#### [Directions for this task]
Transcribe the records that follow, keeping every word as it stands.

Saved data entries
____

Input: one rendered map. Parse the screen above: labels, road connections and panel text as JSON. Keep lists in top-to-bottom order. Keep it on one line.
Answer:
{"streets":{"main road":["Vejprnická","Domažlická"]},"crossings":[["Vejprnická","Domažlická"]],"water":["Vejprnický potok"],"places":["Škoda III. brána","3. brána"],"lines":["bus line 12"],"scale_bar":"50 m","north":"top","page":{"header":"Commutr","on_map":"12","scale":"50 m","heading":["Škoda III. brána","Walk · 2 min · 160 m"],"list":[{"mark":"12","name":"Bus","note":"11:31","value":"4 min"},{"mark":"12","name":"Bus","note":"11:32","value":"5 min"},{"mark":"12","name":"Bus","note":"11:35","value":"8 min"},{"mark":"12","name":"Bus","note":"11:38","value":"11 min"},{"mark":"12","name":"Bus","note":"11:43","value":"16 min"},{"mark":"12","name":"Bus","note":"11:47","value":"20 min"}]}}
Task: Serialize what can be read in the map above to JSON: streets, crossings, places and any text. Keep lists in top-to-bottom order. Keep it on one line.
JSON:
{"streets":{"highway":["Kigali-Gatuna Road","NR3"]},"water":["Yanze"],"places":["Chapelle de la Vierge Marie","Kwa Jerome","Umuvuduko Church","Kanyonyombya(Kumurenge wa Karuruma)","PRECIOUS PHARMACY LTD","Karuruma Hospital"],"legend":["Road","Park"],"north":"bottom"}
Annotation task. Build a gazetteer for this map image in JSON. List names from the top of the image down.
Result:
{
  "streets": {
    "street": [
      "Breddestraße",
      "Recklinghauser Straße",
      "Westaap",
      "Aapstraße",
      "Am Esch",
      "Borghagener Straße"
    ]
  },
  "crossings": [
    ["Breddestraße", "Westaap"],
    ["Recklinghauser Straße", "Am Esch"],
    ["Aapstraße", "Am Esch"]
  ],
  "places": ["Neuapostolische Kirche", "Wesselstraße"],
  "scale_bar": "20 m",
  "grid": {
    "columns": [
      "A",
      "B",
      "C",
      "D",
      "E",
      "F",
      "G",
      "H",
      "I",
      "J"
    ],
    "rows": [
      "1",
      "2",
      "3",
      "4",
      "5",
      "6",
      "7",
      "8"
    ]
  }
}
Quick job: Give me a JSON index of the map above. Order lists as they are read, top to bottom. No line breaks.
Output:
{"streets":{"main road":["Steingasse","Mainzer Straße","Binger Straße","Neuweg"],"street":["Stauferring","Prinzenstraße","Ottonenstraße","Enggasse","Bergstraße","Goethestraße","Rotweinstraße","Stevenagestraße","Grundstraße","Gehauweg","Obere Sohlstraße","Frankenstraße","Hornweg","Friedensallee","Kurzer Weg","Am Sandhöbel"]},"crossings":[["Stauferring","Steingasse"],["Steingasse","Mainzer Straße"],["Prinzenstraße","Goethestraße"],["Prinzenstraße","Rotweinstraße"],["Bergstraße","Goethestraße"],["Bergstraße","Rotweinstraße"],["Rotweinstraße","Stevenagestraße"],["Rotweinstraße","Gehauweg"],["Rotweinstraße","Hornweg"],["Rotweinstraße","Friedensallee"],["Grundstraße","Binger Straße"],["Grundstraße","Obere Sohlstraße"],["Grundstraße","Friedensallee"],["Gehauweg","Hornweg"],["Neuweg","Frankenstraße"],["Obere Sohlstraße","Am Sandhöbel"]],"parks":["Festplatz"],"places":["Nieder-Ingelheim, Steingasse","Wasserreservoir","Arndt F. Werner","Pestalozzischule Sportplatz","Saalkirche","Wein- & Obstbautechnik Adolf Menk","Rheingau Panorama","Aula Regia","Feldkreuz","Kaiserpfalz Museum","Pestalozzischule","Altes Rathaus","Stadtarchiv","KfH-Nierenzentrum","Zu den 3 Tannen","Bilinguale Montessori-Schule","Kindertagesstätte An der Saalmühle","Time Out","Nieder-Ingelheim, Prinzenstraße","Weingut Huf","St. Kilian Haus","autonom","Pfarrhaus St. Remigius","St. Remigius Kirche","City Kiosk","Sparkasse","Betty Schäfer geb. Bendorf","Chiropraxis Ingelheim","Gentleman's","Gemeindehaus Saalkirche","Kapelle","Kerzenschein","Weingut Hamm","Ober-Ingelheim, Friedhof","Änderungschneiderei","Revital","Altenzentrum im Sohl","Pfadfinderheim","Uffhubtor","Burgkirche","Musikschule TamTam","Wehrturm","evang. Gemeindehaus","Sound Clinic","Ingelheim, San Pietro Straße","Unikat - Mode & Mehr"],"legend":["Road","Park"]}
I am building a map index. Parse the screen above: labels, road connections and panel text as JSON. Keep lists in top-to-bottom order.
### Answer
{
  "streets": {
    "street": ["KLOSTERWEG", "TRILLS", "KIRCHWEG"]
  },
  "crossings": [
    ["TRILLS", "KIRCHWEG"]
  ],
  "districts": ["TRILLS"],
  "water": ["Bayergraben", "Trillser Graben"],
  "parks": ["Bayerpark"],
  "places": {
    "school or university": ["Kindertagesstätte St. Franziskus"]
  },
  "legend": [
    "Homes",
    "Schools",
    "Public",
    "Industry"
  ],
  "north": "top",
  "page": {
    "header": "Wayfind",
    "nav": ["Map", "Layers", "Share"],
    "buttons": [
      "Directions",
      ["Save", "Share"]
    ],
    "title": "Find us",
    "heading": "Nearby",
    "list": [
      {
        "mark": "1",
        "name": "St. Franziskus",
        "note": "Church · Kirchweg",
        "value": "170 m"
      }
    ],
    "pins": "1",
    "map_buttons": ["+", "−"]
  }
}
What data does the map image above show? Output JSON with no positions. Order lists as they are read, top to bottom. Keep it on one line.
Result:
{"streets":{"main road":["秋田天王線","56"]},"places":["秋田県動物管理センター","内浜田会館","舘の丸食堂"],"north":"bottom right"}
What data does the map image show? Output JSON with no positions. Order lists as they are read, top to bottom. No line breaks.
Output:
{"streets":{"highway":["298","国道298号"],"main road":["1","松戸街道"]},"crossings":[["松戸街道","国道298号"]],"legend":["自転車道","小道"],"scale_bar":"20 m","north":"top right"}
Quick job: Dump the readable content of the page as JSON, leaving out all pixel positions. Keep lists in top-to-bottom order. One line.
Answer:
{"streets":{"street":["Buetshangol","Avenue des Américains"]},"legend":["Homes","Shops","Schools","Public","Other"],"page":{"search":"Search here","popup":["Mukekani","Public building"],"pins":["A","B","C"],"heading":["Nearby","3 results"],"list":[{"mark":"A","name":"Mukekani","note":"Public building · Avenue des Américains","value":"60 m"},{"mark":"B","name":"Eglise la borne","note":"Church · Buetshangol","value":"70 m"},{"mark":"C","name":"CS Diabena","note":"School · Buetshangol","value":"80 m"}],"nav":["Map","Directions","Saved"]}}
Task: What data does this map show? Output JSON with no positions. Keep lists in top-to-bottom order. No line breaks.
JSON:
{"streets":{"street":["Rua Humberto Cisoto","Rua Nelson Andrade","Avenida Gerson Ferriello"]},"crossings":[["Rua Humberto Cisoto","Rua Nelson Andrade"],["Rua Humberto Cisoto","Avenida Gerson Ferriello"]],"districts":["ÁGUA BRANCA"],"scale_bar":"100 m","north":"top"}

____

#### [Written response]
Input: one rendered map. Parse the screen above: labels, road connections and panel text as JSON. Keep lists in top-to-bottom order. Keep it on one line.
Answer:
{"streets":{"main road":["Vejprnická","Domažlická"]},"crossings":[["Vejprnická","Domažlická"]],"water":["Vejprnický potok"],"places":["Škoda III. brána","3. brána"],"lines":["bus line 12"],"scale_bar":"50 m","north":"top","page":{"header":"Commutr","on_map":"12","scale":"50 m","heading":["Škoda III. brána","Walk · 2 min · 160 m"],"list":[{"mark":"12","name":"Bus","note":"11:31","value":"4 min"},{"mark":"12","name":"Bus","note":"11:32","value":"5 min"},{"mark":"12","name":"Bus","note":"11:35","value":"8 min"},{"mark":"12","name":"Bus","note":"11:38","value":"11 min"},{"mark":"12","name":"Bus","note":"11:43","value":"16 min"},{"mark":"12","name":"Bus","note":"11:47","value":"20 min"}]}}
Task: Serialize what can be read in the map above to JSON: streets, crossings, places and any text. Keep lists in top-to-bottom order. Keep it on one line.
JSON:
{"streets":{"highway":["Kigali-Gatuna Road","NR3"]},"water":["Yanze"],"places":["Chapelle de la Vierge Marie","Kwa Jerome","Umuvuduko Church","Kanyonyombya(Kumurenge wa Karuruma)","PRECIOUS PHARMACY LTD","Karuruma Hospital"],"legend":["Road","Park"],"north":"bottom"}
Annotation task. Build a gazetteer for this map image in JSON. List names from the top of the image down.
Result:
{
  "streets": {
    "street": [
      "Breddestraße",
      "Recklinghauser Straße",
      "Westaap",
      "Aapstraße",
      "Am Esch",
      "Borghagener Straße"
    ]
  },
  "crossings": [
    ["Breddestraße", "Westaap"],
    ["Recklinghauser Straße", "Am Esch"],
    ["Aapstraße", "Am Esch"]
  ],
  "places": ["Neuapostolische Kirche", "Wesselstraße"],
  "scale_bar": "20 m",
  "grid": {
    "columns": [
      "A",
      "B",
      "C",
      "D",
      "E",
      "F",
      "G",
      "H",
      "I",
      "J"
    ],
    "rows": [
      "1",
      "2",
      "3",
      "4",
      "5",
      "6",
      "7",
      "8"
    ]
  }
}
Quick job: Give me a JSON index of the map above. Order lists as they are read, top to bottom. No line breaks.
Output:
{"streets":{"main road":["Steingasse","Mainzer Straße","Binger Straße","Neuweg"],"street":["Stauferring","Prinzenstraße","Ottonenstraße","Enggasse","Bergstraße","Goethestraße","Rotweinstraße","Stevenagestraße","Grundstraße","Gehauweg","Obere Sohlstraße","Frankenstraße","Hornweg","Friedensallee","Kurzer Weg","Am Sandhöbel"]},"crossings":[["Stauferring","Steingasse"],["Steingasse","Mainzer Straße"],["Prinzenstraße","Goethestraße"],["Prinzenstraße","Rotweinstraße"],["Bergstraße","Goethestraße"],["Bergstraße","Rotweinstraße"],["Rotweinstraße","Stevenagestraße"],["Rotweinstraße","Gehauweg"],["Rotweinstraße","Hornweg"],["Rotweinstraße","Friedensallee"],["Grundstraße","Binger Straße"],["Grundstraße","Obere Sohlstraße"],["Grundstraße","Friedensallee"],["Gehauweg","Hornweg"],["Neuweg","Frankenstraße"],["Obere Sohlstraße","Am Sandhöbel"]],"parks":["Festplatz"],"places":["Nieder-Ingelheim, Steingasse","Wasserreservoir","Arndt F. Werner","Pestalozzischule Sportplatz","Saalkirche","Wein- & Obstbautechnik Adolf Menk","Rheingau Panorama","Aula Regia","Feldkreuz","Kaiserpfalz Museum","Pestalozzischule","Altes Rathaus","Stadtarchiv","KfH-Nierenzentrum","Zu den 3 Tannen","Bilinguale Montessori-Schule","Kindertagesstätte An der Saalmühle","Time Out","Nieder-Ingelheim, Prinzenstraße","Weingut Huf","St. Kilian Haus","autonom","Pfarrhaus St. Remigius","St. Remigius Kirche","City Kiosk","Sparkasse","Betty Schäfer geb. Bendorf","Chiropraxis Ingelheim","Gentleman's","Gemeindehaus Saalkirche","Kapelle","Kerzenschein","Weingut Hamm","Ober-Ingelheim, Friedhof","Änderungschneiderei","Revital","Altenzentrum im Sohl","Pfadfinderheim","Uffhubtor","Burgkirche","Musikschule TamTam","Wehrturm","evang. Gemeindehaus","Sound Clinic","Ingelheim, San Pietro Straße","Unikat - Mode & Mehr"],"legend":["Road","Park"]}
I am building a map index. Parse the screen above: labels, road connections and panel text as JSON. Keep lists in top-to-bottom order.
### Answer
{
  "streets": {
    "street": ["KLOSTERWEG", "TRILLS", "KIRCHWEG"]
  },
  "crossings": [
    ["TRILLS", "KIRCHWEG"]
  ],
  "districts": ["TRILLS"],
  "water": ["Bayergraben", "Trillser Graben"],
  "parks": ["Bayerpark"],
  "places": {
    "school or university": ["Kindertagesstätte St. Franziskus"]
  },
  "legend": [
    "Homes",
    "Schools",
    "Public",
    "Industry"
  ],
  "north": "top",
  "page": {
    "header": "Wayfind",
    "nav": ["Map", "Layers", "Share"],
    "buttons": [
      "Directions",
      ["Save", "Share"]
    ],
    "title": "Find us",
    "heading": "Nearby",
    "list": [
      {
        "mark": "1",
        "name": "St. Franziskus",
        "note": "Church · Kirchweg",
        "value": "170 m"
      }
    ],
    "pins": "1",
    "map_buttons": ["+", "−"]
  }
}
What data does the map image above show? Output JSON with no positions. Order lists as they are read, top to bottom. Keep it on one line.
Result:
{"streets":{"main road":["秋田天王線","56"]},"places":["秋田県動物管理センター","内浜田会館","舘の丸食堂"],"north":"bottom right"}
What data does the map image show? Output JSON with no positions. Order lists as they are read, top to bottom. No line breaks.
Output:
{"streets":{"highway":["298","国道298号"],"main road":["1","松戸街道"]},"crossings":[["松戸街道","国道298号"]],"legend":["自転車道","小道"],"scale_bar":"20 m","north":"top right"}
Quick job: Dump the readable content of the page as JSON, leaving out all pixel positions. Keep lists in top-to-bottom order. One line.
Answer:
{"streets":{"street":["Buetshangol","Avenue des Américains"]},"legend":["Homes","Shops","Schools","Public","Other"],"page":{"search":"Search here","popup":["Mukekani","Public building"],"pins":["A","B","C"],"heading":["Nearby","3 results"],"list":[{"mark":"A","name":"Mukekani","note":"Public building · Avenue des Américains","value":"60 m"},{"mark":"B","name":"Eglise la borne","note":"Church · Buetshangol","value":"70 m"},{"mark":"C","name":"CS Diabena","note":"School · Buetshangol","value":"80 m"}],"nav":["Map","Directions","Saved"]}}
Task: What data does this map show? Output JSON with no positions. Keep lists in top-to-bottom order. No line breaks.
JSON:
{"streets":{"street":["Rua Humberto Cisoto","Rua Nelson Andrade","Avenida Gerson Ferriello"]},"crossings":[["Rua Humberto Cisoto","Rua Nelson Andrade"],["Rua Humberto Cisoto","Avenida Gerson Ferriello"]],"districts":["ÁGUA BRANCA"],"scale_bar":"100 m","north":"top"}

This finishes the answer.